Your book is a memoir of your personal spiritual journey, yet in it you say, “Writing about my faith terrifies me.” (90)  Why does writing about your faith terrify you? And how did you write through/in spite of that fear?

I wrestled in my journal for months when it became obvious that my scribbling was turning into a longer work. I felt tugged toward writing a “spiritual memoir” but also overwhelmingly unqualified. I’m not a theologian. I’m not a scholar. I’m just a woman doing the best I can to walk out my faith and honour my Creator. We live in a world that’s often so critical. My words are probably too religious, not religious enough, or not religious in the right way for some, and I feared being judged and misunderstood. The conviction that this was a work I was tasked with doing that might help someone else kept me writing.

You went from the busyness of working in the corporate world to what you hoped would be a less busy life, a quieter life, focused in a different way. But life didn’t turn out that way. What were the barriers you faced in re-orienting your life? 

The most obvious thing was that we tackled three big Rs at the same time: retiring, relocating, and repatriating. As I said in the book: “One of these things would have been difficult. Three were crazy-making.” Retiring, wasn’t simply waking up on Monday morning and not going to work. It was changing the country we lived in and letting go of people and things that were familiar. Even though we returned to the city we left seven years earlier, there was a significant time of adjustment I didn’t expect.

Have you laid to rest the busyness now? And what helped/helps you to do that?

Yes. And no.

One day this past January when I was buried in book-related details, my husband was reading the proof copy. He paused and read my own words back to me.

“Once we get there, I’ll never use the word busy to describe my life again. I’m done with being busy.”

He asked: “Are you done with being busy, Linda?”

Gerry knew, of course, that I couldn’t in all honesty answer affirmatively.

“I’m trying,” I said.

And I’m still trying.

A couple months after this exchange, COVID-19 hit, and our world was suddenly drastically changed. If there was ever a time to need distraction, this was it! And yet in distracting ourselves we miss an opportunity to lean in and listen to the lessons of this season—the truth that God wants to show us. The pandemic has reminded me that my propensity is to try to escape discomfort in ways that are not always healthy and that I need to be intentional about maintaining balance.

How have you been changed by writing this book? 

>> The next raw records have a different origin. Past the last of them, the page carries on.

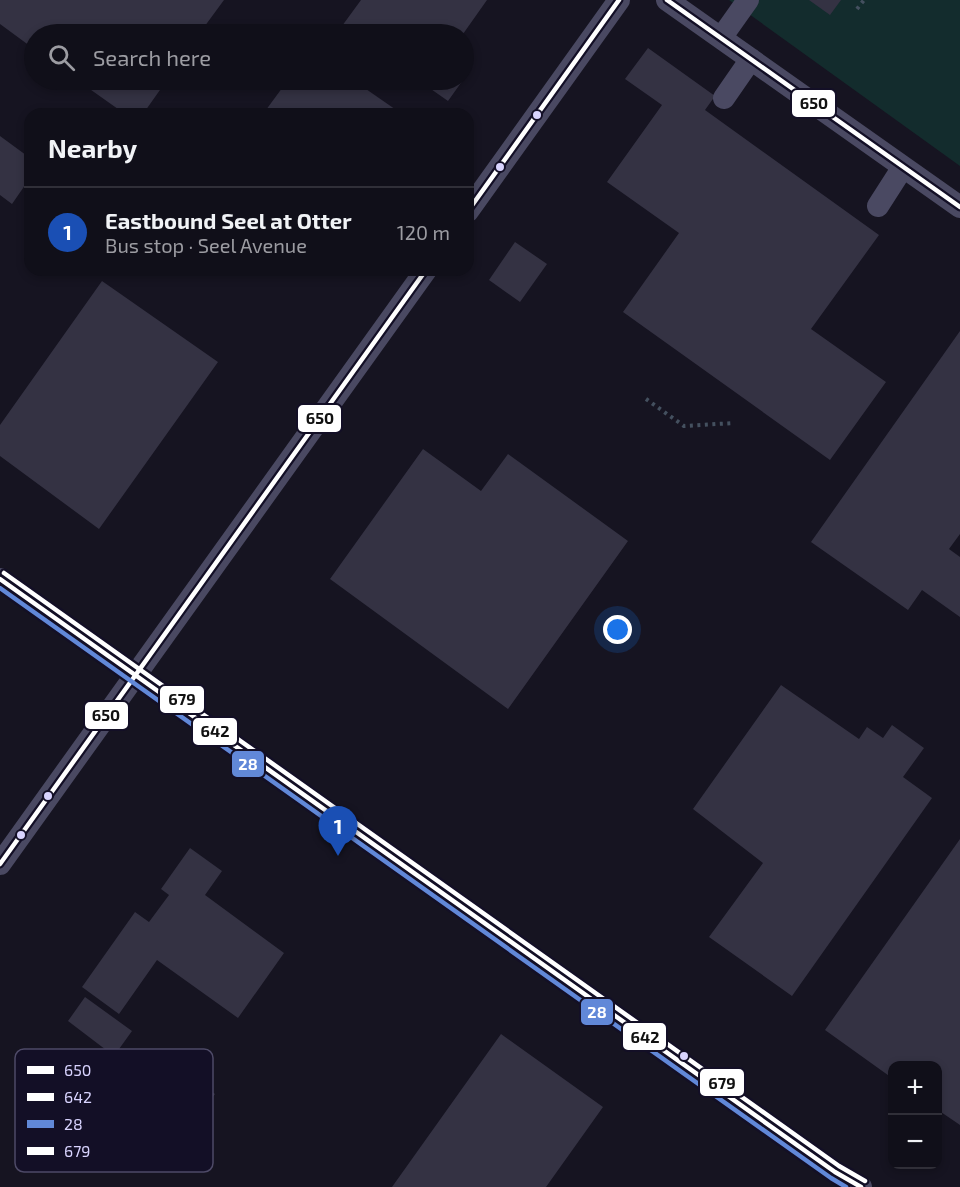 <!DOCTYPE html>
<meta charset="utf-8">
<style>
body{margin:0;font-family:"Exo 2",sans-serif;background:#191822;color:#f1f3f6}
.controls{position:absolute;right:18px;bottom:18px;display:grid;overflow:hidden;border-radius:12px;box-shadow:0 3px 9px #0003}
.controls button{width:54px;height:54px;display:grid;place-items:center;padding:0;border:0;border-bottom:2px solid #302f38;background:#100f19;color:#f1f3f6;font:30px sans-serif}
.you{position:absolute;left:618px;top:630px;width:21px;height:21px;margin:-15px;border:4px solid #fff;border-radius:50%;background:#1a73e8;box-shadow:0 0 0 9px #1a73e833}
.badge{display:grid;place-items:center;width:39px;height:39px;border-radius:50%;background:#0b8043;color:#fff;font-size:20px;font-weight:700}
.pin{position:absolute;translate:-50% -50px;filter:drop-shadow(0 2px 3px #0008)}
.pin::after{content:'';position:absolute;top:32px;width:21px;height:18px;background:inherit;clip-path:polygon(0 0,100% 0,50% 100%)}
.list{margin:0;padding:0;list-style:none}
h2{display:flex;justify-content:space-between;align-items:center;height:78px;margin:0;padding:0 24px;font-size:26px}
h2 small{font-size:20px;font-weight:400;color:#9c9ca2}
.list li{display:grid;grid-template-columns:39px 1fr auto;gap:18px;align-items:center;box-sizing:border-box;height:90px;padding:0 24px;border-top:2px solid #302f38}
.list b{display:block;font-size:22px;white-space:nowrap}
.list p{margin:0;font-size:20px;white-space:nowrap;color:#9c9ca2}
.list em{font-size:20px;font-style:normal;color:#9c9ca2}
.icon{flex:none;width:33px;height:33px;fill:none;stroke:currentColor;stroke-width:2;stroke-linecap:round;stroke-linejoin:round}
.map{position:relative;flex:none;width:960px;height:1187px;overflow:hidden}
.search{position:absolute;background:#100f19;box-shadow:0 3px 9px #0003;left:24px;top:24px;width:450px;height:66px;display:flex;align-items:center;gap:15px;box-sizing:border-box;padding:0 21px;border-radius:33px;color:#9c9ca2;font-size:22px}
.panel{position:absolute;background:#100f19;box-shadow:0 3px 9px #0003;left:24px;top:108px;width:450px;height:168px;border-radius:18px}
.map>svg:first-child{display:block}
.green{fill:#132c2d}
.building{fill:#343243}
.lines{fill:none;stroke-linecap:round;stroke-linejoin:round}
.path{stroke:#44505f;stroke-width:4;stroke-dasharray:3 4.5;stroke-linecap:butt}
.minor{stroke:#4a4962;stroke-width:22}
.bus-1-casing{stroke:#130f26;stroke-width:9}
.bus-2-casing{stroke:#130f26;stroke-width:9}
.bus-3-casing{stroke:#130f26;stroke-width:9}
.bus-4-casing{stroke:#130f26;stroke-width:9}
.bus-1{stroke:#fff;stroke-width:4.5}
.bus-2{stroke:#fff;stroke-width:4.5}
.bus-3{stroke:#6188d8;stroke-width:4.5}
.bus-4{stroke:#fff;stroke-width:4.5}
.bus-dot{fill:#d9d4ff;stroke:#130f26;stroke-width:2}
.key{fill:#130f26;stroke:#4e4a67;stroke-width:1.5}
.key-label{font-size:16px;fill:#d9d4ff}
.line-badge{stroke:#130f26;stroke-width:2}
.badge-label{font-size:16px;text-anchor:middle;font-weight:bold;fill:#fff}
.pale-badge-label{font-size:16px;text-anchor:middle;font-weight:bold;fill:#111}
</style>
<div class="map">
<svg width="960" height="1187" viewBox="0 0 960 1187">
<rect width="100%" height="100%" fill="#161421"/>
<path class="green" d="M729,0H960V166L742,9Z"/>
<path class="building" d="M0,0H224L199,34H34V49L0,24Z
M361,0H487L463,34H354L342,26Z
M809,0H841L830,15Z
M648,48L715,96L705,110L879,235L811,329L886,382L830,460L623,312L679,233L607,182L662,105L625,79Z
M77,80H167L143,114H125Z
M288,80H353L402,114H263Z
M418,80H463L448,101Z
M0,136L30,158V178L12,204L0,195Z
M515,242L547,264L520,302L489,280Z
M102,281L218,362L99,529L0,456V425Z
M960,331V534L949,549L960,557V617L922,590L908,610L811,542Z
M423,449L481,491L508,454L628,541L508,709L330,579Z
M781,685L859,739L867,727L883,738L892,725L924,748L903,777L932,798L792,996L709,937L763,863L693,809Z
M960,839V1125L938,1110V1066H892V1078L825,1030Z
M190,848L222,871L205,895L284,953L238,1018L157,960L119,1014L82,987L135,912L149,922L169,895L161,889Z
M85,997L132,1031L114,1056L68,1021Z
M501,1034L603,1107L546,1187H392Z
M157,1053L215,1094L195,1121L138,1080Z"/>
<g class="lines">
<path class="path" d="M857,9L864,0
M646,399L684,426L734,423"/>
<path class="minor" d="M667,0L960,207
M721,38L748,0
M724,98L751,59
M878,206L903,167
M468,211L619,0
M0,579L835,1172L861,1187
M0,864L426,270"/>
<defs>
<path id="bus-1" d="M667,0L960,207
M468,211L619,0
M0,864L426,270"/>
<path id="bus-2" d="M0,579L835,1172L861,1187"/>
<path id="bus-3" d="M0,588L831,1178L846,1187"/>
<path id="bus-4" d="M4,573L839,1166L865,1181"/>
</defs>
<use href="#bus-1" class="bus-1-casing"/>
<use href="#bus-2" class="bus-2-casing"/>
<use href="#bus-3" class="bus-3-casing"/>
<use href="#bus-4" class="bus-4-casing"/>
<use href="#bus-1" class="bus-1"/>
<use href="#bus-2" class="bus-2"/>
<use href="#bus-3" class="bus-3"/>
<use href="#bus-4" class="bus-4"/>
</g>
<g class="bus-dot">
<circle cx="537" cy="115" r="5"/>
<circle cx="500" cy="167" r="5"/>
<circle cx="48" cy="796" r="5"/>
<circle cx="21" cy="835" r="5"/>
<circle cx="684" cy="1056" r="5"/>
</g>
<rect x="15" y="1049" width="198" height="123" rx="9" class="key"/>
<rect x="27" y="1066" width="27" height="8" fill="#fff"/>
<rect x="27" y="1093" width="27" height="8" fill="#fff"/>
<rect x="27" y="1120" width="27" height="8" fill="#6188d8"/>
<rect x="27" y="1147" width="27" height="8" fill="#fff"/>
<g class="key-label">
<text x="64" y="1076">650</text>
<text x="64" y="1103">642</text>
<text x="64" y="1130">28</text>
<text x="64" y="1157">679</text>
</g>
<g class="line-badge">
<rect x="791" y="89" width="45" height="29" rx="6" fill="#fff"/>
<rect x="297" y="404" width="45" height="29" rx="6" fill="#fff"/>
<rect x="159" y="685" width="46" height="29" rx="6" fill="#fff"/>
<rect x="84" y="701" width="45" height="29" rx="6" fill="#fff"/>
<rect x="192" y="717" width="46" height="29" rx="6" fill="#fff"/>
<rect x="231" y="750" width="34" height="28" rx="6" fill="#6188d8"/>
<rect x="580" y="998" width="34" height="28" rx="6" fill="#6188d8"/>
<rect x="622" y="1022" width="45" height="29" rx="6" fill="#fff"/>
<rect x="699" y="1068" width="46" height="29" rx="6" fill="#fff"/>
</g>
<g class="badge-label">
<text x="248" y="770">28</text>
<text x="597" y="1018">28</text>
</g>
<g class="pale-badge-label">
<text x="814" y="109">650</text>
<text x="320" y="424">650</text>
<text x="182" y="705">679</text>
<text x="106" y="721">650</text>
<text x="215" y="737">642</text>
<text x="645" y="1043">642</text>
<text x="722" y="1089">679</text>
</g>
</svg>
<div class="controls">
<button>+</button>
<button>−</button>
</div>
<div class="you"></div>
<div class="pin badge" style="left:338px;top:856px;background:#1a4fb4">1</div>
<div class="search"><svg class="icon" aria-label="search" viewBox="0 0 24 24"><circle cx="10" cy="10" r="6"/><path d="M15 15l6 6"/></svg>Search here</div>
<section class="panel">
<h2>Nearby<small></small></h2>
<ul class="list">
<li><span class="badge" style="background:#1a4fb4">1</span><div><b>Eastbound Seel at Otter</b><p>Bus stop · Seel Avenue</p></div><em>120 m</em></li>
</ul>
</section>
</div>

Writing this book gave me peace about the way I walk out my personal faith. We are individuals and my worship doesn’t always have to look the same as someone else’s. I’ve learned the importance of being in community and come to see that these things are not mutually exclusive. I’m reminded again and again to be mindful of God’s presence in the seemingly ordinary moments of every day and to look at every person I encounter through a filter of our belovedness.

That’s a beautiful place to end this interview, Linda. Thank you for our conversation, for your book, and your photo of the morning sky. I love the way you share your own experience and also leave room for and invite others who experience life and faith in other ways.

My thanks for the opportunity to be a guest here today, April. I’m pleased we’ve connected and love the interconnectedness we share with many others. Isn’t life grand that way?!

 

Linda HoyeLinda Hoye lives in British Columbia, Canada with her husband and their doted-upon Yorkshire Terrier, but will always be a Saskatchewan prairie girl. She is the author of The Presence of Absence: A Story About Busyness, Brokenness, and Being Beloved and Two Hearts: An Adoptee’s Journey Through Grief to GratitudeFind her online at A Slice of Life where she ponders ordinary days and the thin places where faith intersects.

Disclosure: I received a complimentary copy of The Presence of Absence: A Story About Busyness, Brokenness, and Being Beloved by Linda Hoye (Benson Books, 2020). As always, the choice to feature a book and any opinions expressed are my own and freely given.

Writing/Reflection Prompt: Of the three themes in the subtitle of The Presence of Absence, which one resonates most with you at this point in your life: busyness, brokenness, being beloved?